**INFORMATION SHOWN**

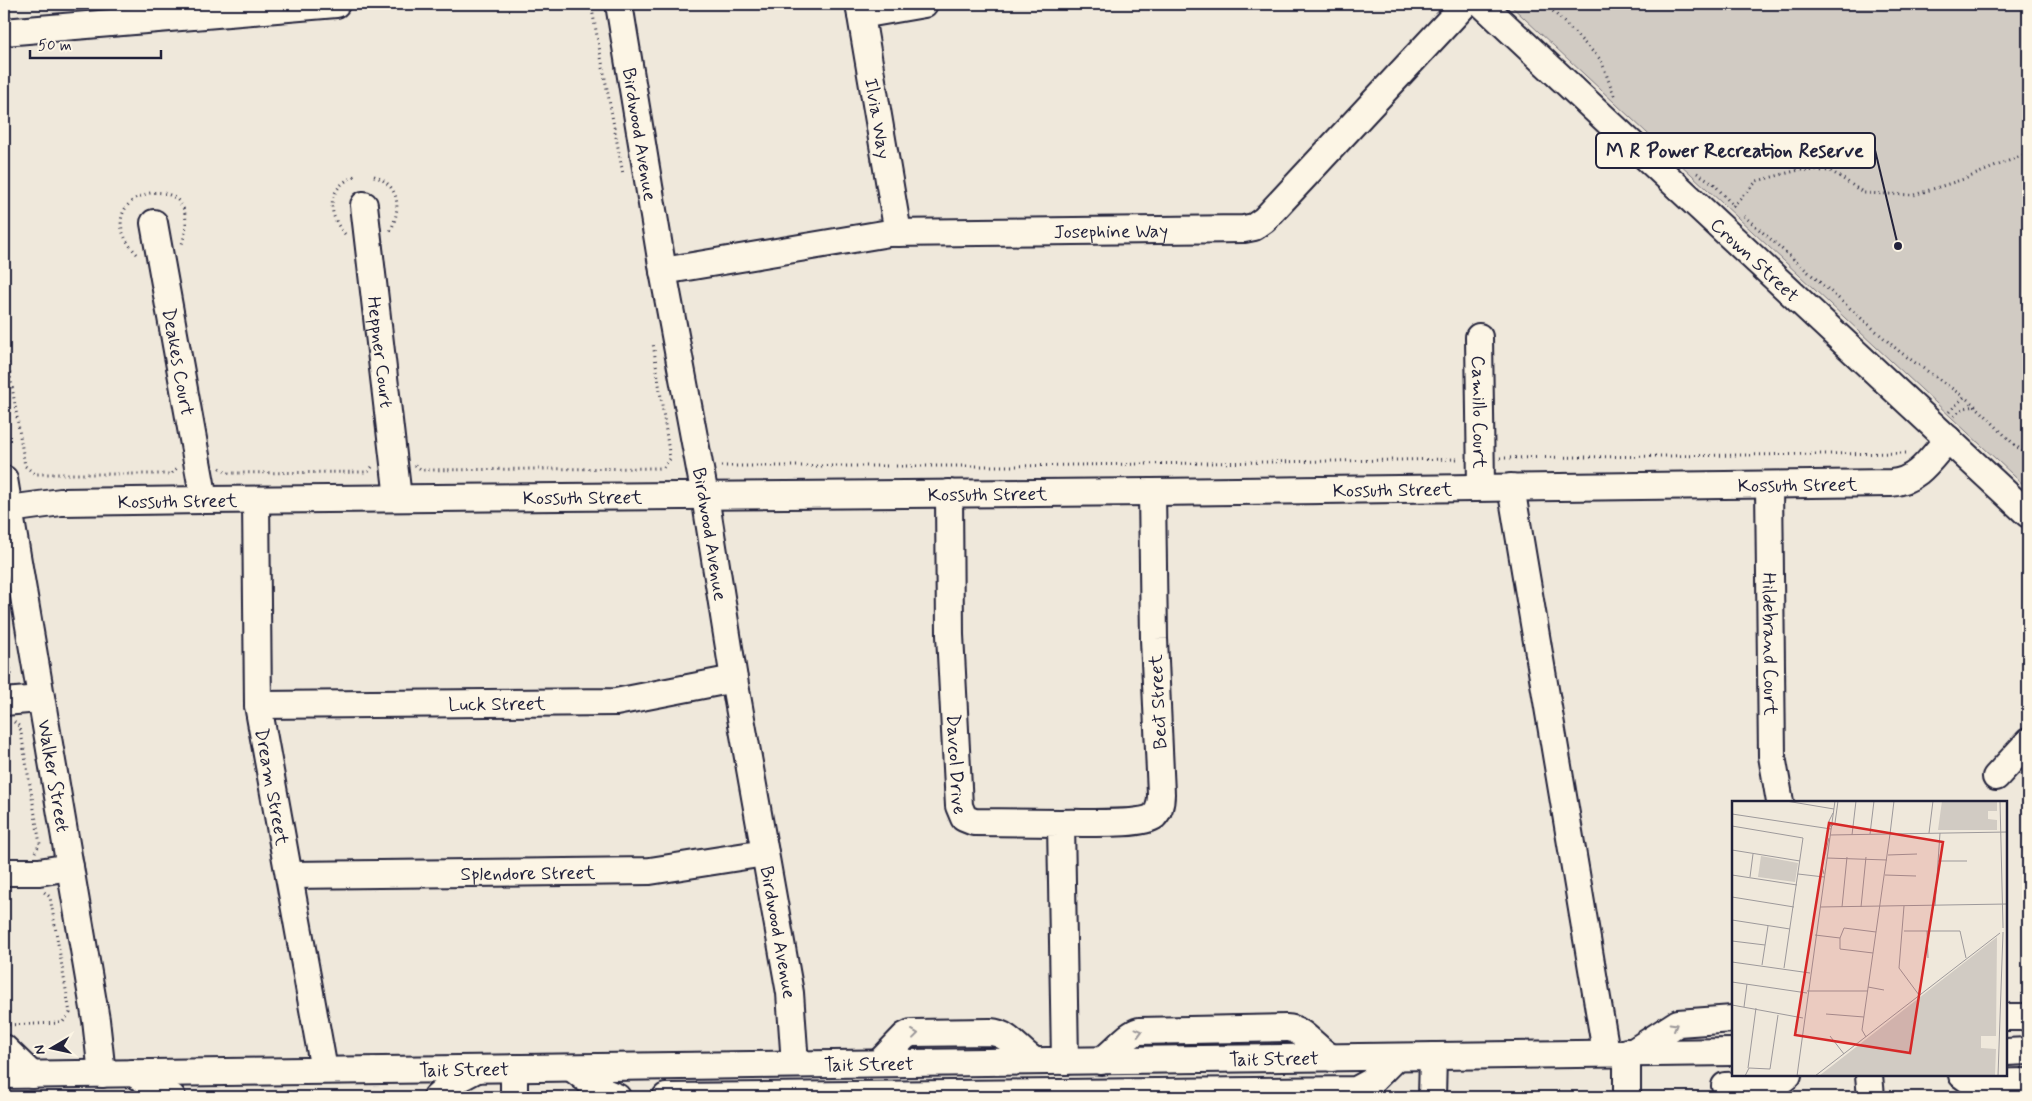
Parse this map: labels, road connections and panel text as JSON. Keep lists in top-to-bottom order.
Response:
{
  "streets": {
    "street": [
      "Ilvia Way",
      "Birdwood Avenue",
      "Josephine Way",
      "Crown Street",
      "Heppner Court",
      "Deakes Court",
      "Camillo Court",
      "Kossuth Street",
      "Hildebrand Court",
      "Bect Street",
      "Luck Street",
      "Davcol Drive",
      "Walker Street",
      "Dream Street",
      "Splendore Street",
      "Tait Street"
    ]
  },
  "crossings": [
    ["Ilvia Way", "Josephine Way"],
    ["Birdwood Avenue", "Josephine Way"],
    ["Birdwood Avenue", "Kossuth Street"],
    ["Birdwood Avenue", "Luck Street"],
    ["Birdwood Avenue", "Splendore Street"],
    ["Birdwood Avenue", "Tait Street"],
    ["Crown Street", "Kossuth Street"],
    ["Heppner Court", "Kossuth Street"],
    ["Deakes Court", "Kossuth Street"],
    ["Camillo Court", "Kossuth Street"],
    ["Kossuth Street", "Hildebrand Court"],
    ["Kossuth Street", "Bect Street"],
    ["Kossuth Street", "Davcol Drive"],
    ["Kossuth Street", "Walker Street"],
    ["Kossuth Street", "Dream Street"],
    ["Bect Street", "Davcol Drive"],
    ["Luck Street", "Dream Street"],
    ["Walker Street", "Tait Street"],
    ["Dream Street", "Splendore Street"],
    ["Dream Street", "Tait Street"]
  ],
  "places": ["M R Power Recreation Reserve"],
  "scale_bar": "50 m",
  "north": "left"
}
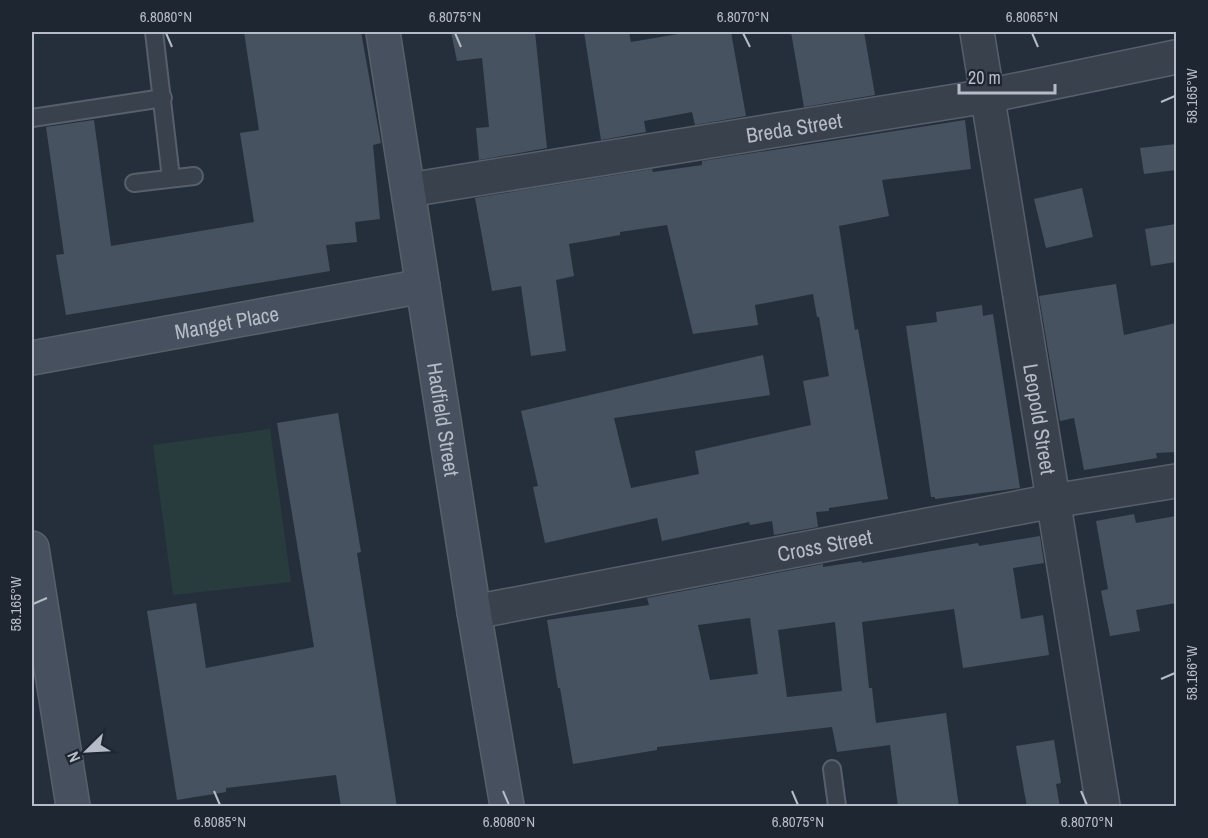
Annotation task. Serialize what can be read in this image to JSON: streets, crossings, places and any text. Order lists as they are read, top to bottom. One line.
{"streets":{"street":["Breda Street","Manget Place","Hadfield Street","Leopold Street","Cross Street"]},"crossings":[["Breda Street","Hadfield Street"],["Breda Street","Leopold Street"],["Manget Place","Hadfield Street"],["Hadfield Street","Cross Street"],["Leopold Street","Cross Street"]],"scale_bar":"20 m","north":"bottom left","coordinates":["6.8080°N","6.8075°N","6.8070°N","6.8065°N","58.165°W","58.166°W","6.8085°N"]}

**DIRECTIONS FOR THIS TASK**
The data above must be written out again word for word, without its pictures.

**SOLUTION TO THE PROBLEM**
Parse this map: labels, road connections and panel text as JSON. Keep lists in top-to-bottom order.
Response:
{
  "streets": {
    "street": [
      "Ilvia Way",
      "Birdwood Avenue",
      "Josephine Way",
      "Crown Street",
      "Heppner Court",
      "Deakes Court",
      "Camillo Court",
      "Kossuth Street",
      "Hildebrand Court",
      "Bect Street",
      "Luck Street",
      "Davcol Drive",
      "Walker Street",
      "Dream Street",
      "Splendore Street",
      "Tait Street"
    ]
  },
  "crossings": [
    ["Ilvia Way", "Josephine Way"],
    ["Birdwood Avenue", "Josephine Way"],
    ["Birdwood Avenue", "Kossuth Street"],
    ["Birdwood Avenue", "Luck Street"],
    ["Birdwood Avenue", "Splendore Street"],
    ["Birdwood Avenue", "Tait Street"],
    ["Crown Street", "Kossuth Street"],
    ["Heppner Court", "Kossuth Street"],
    ["Deakes Court", "Kossuth Street"],
    ["Camillo Court", "Kossuth Street"],
    ["Kossuth Street", "Hildebrand Court"],
    ["Kossuth Street", "Bect Street"],
    ["Kossuth Street", "Davcol Drive"],
    ["Kossuth Street", "Walker Street"],
    ["Kossuth Street", "Dream Street"],
    ["Bect Street", "Davcol Drive"],
    ["Luck Street", "Dream Street"],
    ["Walker Street", "Tait Street"],
    ["Dream Street", "Splendore Street"],
    ["Dream Street", "Tait Street"]
  ],
  "places": ["M R Power Recreation Reserve"],
  "scale_bar": "50 m",
  "north": "left"
}
Annotation task. Serialize what can be read in this image to JSON: streets, crossings, places and any text. Order lists as they are read, top to bottom. One line.
{"streets":{"street":["Breda Street","Manget Place","Hadfield Street","Leopold Street","Cross Street"]},"crossings":[["Breda Street","Hadfield Street"],["Breda Street","Leopold Street"],["Manget Place","Hadfield Street"],["Hadfield Street","Cross Street"],["Leopold Street","Cross Street"]],"scale_bar":"20 m","north":"bottom left","coordinates":["6.8080°N","6.8075°N","6.8070°N","6.8065°N","58.165°W","58.166°W","6.8085°N"]}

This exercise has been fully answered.